AnyLog: Taming the Complexities of Unified IoT Data Processing
--
Written by: Faisal Nawab — Assistant Professor at UC Irvine
The proliferation of Internet of Things (IoT) devices and the huge amounts of data that they are projected to produce pose unprecedented challenges for data management systems. A key question that needs to be answered is how can we process and utilize this huge amount of data. Big Data management in the last decade enabled us to answer this question for cloud applications. However, these solutions do not provide the complete answer to IoT data. IoT data processing involves many complexities and requirements that often lead to contradictory design decisions.
The first complexity is that IoT data, often times, requires being processed at the edge of the network. This can be due to many reasons ranging from real-time processing requirements to the need to optimize edge-to-Internet bandwidth costs and performance. This requirement alone makes cloud solutions — and the ability to utilize powerful compute nodes — infeasible.
Design requirement 1: the IoT data infrastructure needs to be deployed at the edge
The second complexity is that IoT data is produced in many different locations around vast geographical areas. To enable utilizing data from geographically-dispersed devices, the data processing infrastructure needs to be geographically distributed to retain the real-time, bandwidth-efficiency aspects from design requirement 1.
Design requirement 2: the IoT data infrastructure needs to be geographically distributed
The third complexity is that IoT data is diverse. An application may utilize data from IoT devices with different features, data structures, and schemas. The ability to utilize the data from diverse — but related — IoT devices will provide an opportunity to generate better insights and analytics.
Design requirement 3: the IoT data infrastructure needs to enable integrating data from diverse IoT devices
Deploying big data workloads at the cloud or data center requires IT expertise. These expertise are essential as big data brings multiplicity of challenges involving High Availability, scaling, security, recovery, removal of unneeded data and many more. Companies deploying Edge solutions may find themselves in a state that rather than supporting a centralized data center, they need to support thousands of distributed small data centers near the edge. In this type of setup, the needed IT expertise may exceed the IT resources available.
Design requirement 4: the infrastructure deployed at the edge needs to be self managed
Until recently, designing a system with these four design requirements is infeasible with existing Big Data technologies and current edge computing models. The first two design requirements lead to the need to control an infrastructure of powerful compute nodes that are distributed close to IoT devices across large geographic regions. This type of infrastructure is not available today and current cloud and edge computing technologies do not provide the foundations needed for such an infrastructure. Cloud and edge computing still require ownership of the infrastructure within a single or few control domains. However, the scale of such massive, geographically-distributed infrastructure is not feasible with this ownership model.

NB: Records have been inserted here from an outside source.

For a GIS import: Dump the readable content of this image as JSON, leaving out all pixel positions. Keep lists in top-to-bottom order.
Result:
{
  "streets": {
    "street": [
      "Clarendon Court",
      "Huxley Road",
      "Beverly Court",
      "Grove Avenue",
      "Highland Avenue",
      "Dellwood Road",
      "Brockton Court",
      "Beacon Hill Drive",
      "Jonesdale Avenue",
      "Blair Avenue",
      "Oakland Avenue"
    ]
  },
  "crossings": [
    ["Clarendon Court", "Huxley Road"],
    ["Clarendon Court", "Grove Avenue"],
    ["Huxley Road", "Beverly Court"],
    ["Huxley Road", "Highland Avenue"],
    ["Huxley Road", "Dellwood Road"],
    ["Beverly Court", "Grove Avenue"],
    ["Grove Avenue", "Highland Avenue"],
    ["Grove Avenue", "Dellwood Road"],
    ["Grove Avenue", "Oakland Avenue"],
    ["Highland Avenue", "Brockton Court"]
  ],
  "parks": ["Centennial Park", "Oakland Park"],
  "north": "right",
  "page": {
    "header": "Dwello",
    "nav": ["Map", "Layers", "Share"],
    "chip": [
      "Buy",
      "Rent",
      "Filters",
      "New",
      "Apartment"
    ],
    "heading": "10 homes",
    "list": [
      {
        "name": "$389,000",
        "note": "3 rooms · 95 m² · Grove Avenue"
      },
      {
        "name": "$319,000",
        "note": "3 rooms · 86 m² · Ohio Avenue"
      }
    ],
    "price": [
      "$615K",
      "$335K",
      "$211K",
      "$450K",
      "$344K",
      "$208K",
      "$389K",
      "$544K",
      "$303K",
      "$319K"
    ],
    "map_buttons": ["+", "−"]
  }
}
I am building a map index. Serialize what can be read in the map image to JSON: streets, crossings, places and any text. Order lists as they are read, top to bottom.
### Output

As for the third design requirement, current solutions include data integration solutions that aim to find similarities and connections between data from different sources. These solutions, however, remain to be limited and often require extensive manual intervention or complex data processing.
The fourth design requirement is not supported as current solutions are not self managed. One reason that makes it hard to develop a self-managed system at the edge is the fact that there is no unification of the way data is managed. The data management at the edge is based, in most cases, on proprietary projects — different types of data are treated differently creating not only silos of data but also setups that require significant proprietary and non-uniform knowledge. Self management, on the other hand, requires a unified process across all the functionalities deployed.
AnyLog — A Decentralized IoT Network
AnyLog is a startup that aims to provide a solution to the complexities above and provide a unified data infrastructure for IoT data processing. In AnyLog, it was observed that the restrictions standing between us and the four design requirements above have been limits of the underlying technologies that are used for data processing, whether on the cloud or the edge. However, this is now changing with the advent of blockchain technologies. AnyLog shows that by utilizing Blockchain technologies, we can finally provide an answer and a solution that combines the four design requirements above.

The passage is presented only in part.